----- Supplied material

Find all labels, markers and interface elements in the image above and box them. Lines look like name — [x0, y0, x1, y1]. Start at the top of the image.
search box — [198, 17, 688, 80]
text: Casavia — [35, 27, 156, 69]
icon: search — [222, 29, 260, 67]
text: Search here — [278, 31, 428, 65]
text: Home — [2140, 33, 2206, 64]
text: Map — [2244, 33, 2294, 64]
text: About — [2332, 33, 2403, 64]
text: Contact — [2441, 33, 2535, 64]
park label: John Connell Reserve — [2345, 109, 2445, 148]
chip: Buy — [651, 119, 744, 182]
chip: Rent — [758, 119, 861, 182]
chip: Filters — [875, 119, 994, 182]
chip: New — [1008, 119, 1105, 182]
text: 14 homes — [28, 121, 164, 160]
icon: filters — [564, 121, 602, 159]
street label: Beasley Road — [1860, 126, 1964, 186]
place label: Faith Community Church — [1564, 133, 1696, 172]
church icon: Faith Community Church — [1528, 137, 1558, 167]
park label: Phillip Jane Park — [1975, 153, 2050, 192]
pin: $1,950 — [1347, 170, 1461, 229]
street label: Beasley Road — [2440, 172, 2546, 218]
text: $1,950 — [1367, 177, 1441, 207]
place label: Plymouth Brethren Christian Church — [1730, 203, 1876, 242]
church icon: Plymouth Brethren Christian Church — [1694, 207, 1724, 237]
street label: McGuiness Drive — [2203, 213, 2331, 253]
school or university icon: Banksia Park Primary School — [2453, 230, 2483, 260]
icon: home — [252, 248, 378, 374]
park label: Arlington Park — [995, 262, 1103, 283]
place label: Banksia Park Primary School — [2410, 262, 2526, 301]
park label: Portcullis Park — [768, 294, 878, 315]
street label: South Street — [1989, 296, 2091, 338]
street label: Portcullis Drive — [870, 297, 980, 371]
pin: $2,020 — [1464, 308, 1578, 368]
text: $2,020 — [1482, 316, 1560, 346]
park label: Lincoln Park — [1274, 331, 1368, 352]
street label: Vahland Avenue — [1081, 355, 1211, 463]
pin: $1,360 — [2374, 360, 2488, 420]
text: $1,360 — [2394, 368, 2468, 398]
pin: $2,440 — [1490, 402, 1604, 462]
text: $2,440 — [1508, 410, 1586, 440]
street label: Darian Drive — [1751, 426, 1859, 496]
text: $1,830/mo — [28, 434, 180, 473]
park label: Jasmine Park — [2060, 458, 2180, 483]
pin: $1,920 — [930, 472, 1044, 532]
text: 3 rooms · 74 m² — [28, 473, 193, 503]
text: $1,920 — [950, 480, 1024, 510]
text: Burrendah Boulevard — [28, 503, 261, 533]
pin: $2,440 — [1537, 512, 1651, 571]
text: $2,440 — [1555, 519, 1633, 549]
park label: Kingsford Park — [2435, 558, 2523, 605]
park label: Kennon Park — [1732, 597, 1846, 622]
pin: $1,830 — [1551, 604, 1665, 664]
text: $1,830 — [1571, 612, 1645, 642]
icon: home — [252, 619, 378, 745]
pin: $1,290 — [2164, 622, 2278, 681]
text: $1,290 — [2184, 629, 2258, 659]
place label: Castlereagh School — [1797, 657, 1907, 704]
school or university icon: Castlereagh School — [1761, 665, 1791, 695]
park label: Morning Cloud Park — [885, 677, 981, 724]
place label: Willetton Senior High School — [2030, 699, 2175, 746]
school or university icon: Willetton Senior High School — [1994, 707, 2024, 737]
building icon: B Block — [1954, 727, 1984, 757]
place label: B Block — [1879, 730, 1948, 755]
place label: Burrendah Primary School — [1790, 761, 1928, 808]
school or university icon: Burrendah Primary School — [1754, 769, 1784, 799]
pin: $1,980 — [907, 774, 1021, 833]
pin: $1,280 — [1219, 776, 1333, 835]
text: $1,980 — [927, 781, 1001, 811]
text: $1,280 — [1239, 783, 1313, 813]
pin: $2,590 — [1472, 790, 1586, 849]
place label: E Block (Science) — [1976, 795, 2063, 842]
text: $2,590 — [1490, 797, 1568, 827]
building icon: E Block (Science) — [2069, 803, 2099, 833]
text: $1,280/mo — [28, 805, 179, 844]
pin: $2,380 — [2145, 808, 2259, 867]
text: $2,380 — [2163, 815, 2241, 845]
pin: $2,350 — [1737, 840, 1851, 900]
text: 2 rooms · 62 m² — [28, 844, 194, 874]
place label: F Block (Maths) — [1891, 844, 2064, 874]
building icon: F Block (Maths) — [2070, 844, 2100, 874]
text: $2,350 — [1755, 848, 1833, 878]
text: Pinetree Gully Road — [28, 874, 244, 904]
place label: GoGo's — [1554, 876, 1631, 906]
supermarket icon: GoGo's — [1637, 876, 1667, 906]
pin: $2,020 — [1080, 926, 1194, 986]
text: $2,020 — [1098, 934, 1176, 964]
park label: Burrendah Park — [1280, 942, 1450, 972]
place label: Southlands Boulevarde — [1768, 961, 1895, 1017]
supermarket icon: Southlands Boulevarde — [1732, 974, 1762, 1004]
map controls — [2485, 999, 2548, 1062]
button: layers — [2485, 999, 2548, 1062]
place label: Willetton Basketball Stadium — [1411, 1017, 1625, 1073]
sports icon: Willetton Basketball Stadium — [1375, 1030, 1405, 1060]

----------

From the listing above, collect every line that mentions the word "Faith".

- _Reply to the exercise_:
place label: Faith Community Church — [1564, 133, 1696, 172]
church icon: Faith Community Church — [1528, 137, 1558, 167]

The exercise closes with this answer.